Aim of the exercise: Please give back, word for word, only the lines starting at the one containing "I am building" and ending at the one containing "Convert the map" within the material below.

*** Opening Task material ***

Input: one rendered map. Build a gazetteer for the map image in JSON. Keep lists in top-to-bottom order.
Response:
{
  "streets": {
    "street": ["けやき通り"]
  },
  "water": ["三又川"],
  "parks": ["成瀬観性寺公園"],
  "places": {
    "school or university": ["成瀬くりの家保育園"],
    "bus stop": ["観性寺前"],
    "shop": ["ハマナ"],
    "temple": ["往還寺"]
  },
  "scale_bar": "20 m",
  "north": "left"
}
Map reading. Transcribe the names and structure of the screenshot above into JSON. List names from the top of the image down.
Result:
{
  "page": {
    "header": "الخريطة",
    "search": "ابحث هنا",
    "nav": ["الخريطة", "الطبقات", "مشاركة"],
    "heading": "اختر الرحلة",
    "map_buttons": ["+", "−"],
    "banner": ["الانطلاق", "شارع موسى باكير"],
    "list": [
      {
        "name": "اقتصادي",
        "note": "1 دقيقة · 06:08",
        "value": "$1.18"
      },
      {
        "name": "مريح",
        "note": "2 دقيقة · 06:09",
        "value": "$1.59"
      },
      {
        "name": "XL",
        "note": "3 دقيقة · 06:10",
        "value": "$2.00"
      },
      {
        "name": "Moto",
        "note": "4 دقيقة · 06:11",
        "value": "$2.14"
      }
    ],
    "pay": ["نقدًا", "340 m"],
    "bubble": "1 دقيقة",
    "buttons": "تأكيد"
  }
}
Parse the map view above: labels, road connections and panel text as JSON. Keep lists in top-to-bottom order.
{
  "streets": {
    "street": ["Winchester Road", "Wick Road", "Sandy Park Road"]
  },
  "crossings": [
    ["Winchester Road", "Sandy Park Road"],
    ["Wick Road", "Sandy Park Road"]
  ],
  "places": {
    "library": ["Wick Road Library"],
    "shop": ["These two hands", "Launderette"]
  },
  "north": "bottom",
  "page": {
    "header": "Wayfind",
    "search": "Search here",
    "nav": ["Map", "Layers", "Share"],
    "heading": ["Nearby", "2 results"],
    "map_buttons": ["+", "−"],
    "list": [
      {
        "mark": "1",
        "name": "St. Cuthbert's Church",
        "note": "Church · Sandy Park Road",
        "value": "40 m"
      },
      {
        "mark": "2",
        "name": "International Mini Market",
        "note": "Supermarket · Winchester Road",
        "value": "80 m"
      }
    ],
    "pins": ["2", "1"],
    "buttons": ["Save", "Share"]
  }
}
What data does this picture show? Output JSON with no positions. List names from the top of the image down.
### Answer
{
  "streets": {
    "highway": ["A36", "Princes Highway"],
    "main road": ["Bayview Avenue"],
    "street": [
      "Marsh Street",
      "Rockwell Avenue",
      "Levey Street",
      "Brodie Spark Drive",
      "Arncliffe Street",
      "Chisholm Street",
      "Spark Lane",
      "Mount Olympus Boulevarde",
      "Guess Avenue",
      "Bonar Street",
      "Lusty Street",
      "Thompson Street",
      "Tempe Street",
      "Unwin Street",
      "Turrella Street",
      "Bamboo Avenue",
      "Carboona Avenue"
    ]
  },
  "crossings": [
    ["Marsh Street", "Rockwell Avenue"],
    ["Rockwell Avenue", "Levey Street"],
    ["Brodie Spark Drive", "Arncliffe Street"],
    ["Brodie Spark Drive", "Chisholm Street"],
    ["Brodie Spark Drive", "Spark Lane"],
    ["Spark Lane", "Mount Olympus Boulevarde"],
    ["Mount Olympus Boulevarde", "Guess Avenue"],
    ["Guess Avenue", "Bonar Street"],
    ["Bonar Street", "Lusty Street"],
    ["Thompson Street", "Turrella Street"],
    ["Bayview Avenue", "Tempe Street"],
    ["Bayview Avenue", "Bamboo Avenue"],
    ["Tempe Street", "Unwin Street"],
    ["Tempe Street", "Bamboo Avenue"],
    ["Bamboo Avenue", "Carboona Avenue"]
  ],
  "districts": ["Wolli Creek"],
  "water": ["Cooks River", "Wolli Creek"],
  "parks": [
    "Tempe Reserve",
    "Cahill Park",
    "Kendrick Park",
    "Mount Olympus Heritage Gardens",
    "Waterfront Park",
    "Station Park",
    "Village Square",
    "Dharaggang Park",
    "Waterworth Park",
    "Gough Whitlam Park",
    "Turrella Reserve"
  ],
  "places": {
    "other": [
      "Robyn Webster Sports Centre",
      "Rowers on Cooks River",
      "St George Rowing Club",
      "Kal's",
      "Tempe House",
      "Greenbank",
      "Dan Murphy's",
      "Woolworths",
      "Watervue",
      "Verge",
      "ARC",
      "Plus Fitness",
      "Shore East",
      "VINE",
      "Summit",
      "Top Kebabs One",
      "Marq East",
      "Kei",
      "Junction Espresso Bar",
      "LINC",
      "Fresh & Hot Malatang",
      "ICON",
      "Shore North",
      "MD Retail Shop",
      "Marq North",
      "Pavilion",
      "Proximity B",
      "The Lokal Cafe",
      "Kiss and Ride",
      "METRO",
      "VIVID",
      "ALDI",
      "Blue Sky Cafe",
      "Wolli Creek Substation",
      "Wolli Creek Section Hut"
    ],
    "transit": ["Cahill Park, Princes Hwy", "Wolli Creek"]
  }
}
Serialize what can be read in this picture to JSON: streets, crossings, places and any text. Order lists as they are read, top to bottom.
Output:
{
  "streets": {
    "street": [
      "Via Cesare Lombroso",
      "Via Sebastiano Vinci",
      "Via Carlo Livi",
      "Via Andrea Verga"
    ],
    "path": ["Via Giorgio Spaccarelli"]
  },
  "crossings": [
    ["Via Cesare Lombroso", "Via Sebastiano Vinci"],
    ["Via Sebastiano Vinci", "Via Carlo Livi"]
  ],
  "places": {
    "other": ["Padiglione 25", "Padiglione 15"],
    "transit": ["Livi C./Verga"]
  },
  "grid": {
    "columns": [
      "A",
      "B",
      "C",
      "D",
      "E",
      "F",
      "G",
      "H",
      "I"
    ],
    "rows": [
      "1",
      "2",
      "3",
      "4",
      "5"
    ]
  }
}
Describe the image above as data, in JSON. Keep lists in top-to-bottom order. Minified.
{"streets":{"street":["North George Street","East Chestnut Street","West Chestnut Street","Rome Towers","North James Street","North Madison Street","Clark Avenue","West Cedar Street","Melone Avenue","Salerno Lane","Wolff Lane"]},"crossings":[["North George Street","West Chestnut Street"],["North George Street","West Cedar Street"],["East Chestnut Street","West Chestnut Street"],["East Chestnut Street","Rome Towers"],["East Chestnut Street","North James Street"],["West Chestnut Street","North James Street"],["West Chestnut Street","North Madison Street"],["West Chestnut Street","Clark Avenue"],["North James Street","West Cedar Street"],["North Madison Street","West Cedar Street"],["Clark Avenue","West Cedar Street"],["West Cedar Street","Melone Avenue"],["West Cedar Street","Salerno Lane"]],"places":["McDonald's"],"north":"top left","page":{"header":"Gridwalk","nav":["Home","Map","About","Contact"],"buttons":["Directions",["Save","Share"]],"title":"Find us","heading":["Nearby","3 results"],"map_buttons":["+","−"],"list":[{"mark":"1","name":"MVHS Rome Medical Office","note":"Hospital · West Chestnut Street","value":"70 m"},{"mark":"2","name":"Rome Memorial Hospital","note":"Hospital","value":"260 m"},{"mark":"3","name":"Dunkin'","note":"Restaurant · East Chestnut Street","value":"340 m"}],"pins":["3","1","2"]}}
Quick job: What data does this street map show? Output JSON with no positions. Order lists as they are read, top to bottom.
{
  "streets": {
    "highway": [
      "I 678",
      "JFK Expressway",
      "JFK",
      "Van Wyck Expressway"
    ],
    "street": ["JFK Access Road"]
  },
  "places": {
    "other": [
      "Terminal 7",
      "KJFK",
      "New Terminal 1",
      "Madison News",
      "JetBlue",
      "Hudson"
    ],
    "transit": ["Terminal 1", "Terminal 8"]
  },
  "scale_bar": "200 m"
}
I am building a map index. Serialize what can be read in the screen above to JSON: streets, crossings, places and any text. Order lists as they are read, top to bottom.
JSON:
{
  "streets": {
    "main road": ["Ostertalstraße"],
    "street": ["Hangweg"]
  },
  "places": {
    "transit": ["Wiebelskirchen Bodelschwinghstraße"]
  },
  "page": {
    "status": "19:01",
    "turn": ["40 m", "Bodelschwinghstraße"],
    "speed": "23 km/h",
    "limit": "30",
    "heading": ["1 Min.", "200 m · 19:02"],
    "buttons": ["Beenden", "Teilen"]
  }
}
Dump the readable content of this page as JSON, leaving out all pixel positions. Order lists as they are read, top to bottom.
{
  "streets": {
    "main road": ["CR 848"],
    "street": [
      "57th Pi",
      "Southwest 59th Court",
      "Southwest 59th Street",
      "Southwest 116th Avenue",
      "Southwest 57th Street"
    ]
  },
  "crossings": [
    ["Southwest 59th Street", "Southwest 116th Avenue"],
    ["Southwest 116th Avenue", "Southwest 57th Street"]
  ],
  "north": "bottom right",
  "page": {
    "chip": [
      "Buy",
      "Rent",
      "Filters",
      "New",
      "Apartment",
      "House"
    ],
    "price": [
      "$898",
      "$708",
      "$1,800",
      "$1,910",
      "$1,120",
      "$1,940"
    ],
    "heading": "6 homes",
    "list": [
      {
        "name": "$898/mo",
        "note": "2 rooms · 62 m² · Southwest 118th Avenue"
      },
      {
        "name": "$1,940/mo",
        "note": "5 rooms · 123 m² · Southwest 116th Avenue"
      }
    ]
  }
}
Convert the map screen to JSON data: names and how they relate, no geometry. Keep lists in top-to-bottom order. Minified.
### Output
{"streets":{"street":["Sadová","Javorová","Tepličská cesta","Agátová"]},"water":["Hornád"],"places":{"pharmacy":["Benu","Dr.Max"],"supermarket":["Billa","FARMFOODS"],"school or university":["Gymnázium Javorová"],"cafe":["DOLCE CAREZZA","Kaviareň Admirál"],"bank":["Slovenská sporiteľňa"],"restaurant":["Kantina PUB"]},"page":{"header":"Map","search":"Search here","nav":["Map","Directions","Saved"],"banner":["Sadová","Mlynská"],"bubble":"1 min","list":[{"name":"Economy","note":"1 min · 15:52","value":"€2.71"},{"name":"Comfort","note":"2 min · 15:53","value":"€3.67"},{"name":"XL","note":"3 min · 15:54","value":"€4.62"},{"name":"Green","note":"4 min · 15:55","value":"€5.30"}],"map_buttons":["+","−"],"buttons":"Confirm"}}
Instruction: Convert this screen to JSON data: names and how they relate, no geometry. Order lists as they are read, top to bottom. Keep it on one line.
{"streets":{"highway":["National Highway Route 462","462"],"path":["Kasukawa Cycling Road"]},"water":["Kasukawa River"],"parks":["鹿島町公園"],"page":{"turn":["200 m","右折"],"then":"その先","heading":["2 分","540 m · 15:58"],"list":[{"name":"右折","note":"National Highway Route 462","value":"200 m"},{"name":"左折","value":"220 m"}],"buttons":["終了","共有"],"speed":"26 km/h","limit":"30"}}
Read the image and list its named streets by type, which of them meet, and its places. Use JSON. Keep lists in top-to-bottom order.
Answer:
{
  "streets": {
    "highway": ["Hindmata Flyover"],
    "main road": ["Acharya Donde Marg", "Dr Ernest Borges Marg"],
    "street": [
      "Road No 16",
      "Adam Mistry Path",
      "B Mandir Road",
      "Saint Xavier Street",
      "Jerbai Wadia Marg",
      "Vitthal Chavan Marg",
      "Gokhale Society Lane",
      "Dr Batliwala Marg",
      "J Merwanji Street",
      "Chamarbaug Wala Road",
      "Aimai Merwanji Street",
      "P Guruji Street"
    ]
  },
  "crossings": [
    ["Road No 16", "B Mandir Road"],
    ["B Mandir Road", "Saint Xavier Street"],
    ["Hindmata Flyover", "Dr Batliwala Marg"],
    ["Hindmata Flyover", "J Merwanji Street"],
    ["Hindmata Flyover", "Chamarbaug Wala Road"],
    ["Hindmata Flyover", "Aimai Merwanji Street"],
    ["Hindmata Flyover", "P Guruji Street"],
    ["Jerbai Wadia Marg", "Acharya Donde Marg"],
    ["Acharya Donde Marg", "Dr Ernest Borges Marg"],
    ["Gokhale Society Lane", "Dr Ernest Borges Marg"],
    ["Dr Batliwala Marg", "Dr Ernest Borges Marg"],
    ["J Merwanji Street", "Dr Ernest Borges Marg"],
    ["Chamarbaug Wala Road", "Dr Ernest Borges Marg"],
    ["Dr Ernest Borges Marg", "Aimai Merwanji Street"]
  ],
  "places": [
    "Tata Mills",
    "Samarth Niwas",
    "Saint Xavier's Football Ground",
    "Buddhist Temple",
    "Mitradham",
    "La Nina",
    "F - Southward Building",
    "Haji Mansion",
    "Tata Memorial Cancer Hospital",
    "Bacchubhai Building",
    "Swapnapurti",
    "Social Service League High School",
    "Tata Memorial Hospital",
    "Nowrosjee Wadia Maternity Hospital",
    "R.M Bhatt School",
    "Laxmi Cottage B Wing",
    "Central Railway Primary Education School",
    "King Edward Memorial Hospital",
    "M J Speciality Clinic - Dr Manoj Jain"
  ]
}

*** Closing Task material ***

Expected output:
I am building a map index. Serialize what can be read in the screen above to JSON: streets, crossings, places and any text. Order lists as they are read, top to bottom.
JSON:
{
  "streets": {
    "main road": ["Ostertalstraße"],
    "street": ["Hangweg"]
  },
  "places": {
    "transit": ["Wiebelskirchen Bodelschwinghstraße"]
  },
  "page": {
    "status": "19:01",
    "turn": ["40 m", "Bodelschwinghstraße"],
    "speed": "23 km/h",
    "limit": "30",
    "heading": ["1 Min.", "200 m · 19:02"],
    "buttons": ["Beenden", "Teilen"]
  }
}
Dump the readable content of this page as JSON, leaving out all pixel positions. Order lists as they are read, top to bottom.
{
  "streets": {
    "main road": ["CR 848"],
    "street": [
      "57th Pi",
      "Southwest 59th Court",
      "Southwest 59th Street",
      "Southwest 116th Avenue",
      "Southwest 57th Street"
    ]
  },
  "crossings": [
    ["Southwest 59th Street", "Southwest 116th Avenue"],
    ["Southwest 116th Avenue", "Southwest 57th Street"]
  ],
  "north": "bottom right",
  "page": {
    "chip": [
      "Buy",
      "Rent",
      "Filters",
      "New",
      "Apartment",
      "House"
    ],
    "price": [
      "$898",
      "$708",
      "$1,800",
      "$1,910",
      "$1,120",
      "$1,940"
    ],
    "heading": "6 homes",
    "list": [
      {
        "name": "$898/mo",
        "note": "2 rooms · 62 m² · Southwest 118th Avenue"
      },
      {
        "name": "$1,940/mo",
        "note": "5 rooms · 123 m² · Southwest 116th Avenue"
      }
    ]
  }
}
Convert the map screen to JSON data: names and how they relate, no geometry. Keep lists in top-to-bottom order. Minified.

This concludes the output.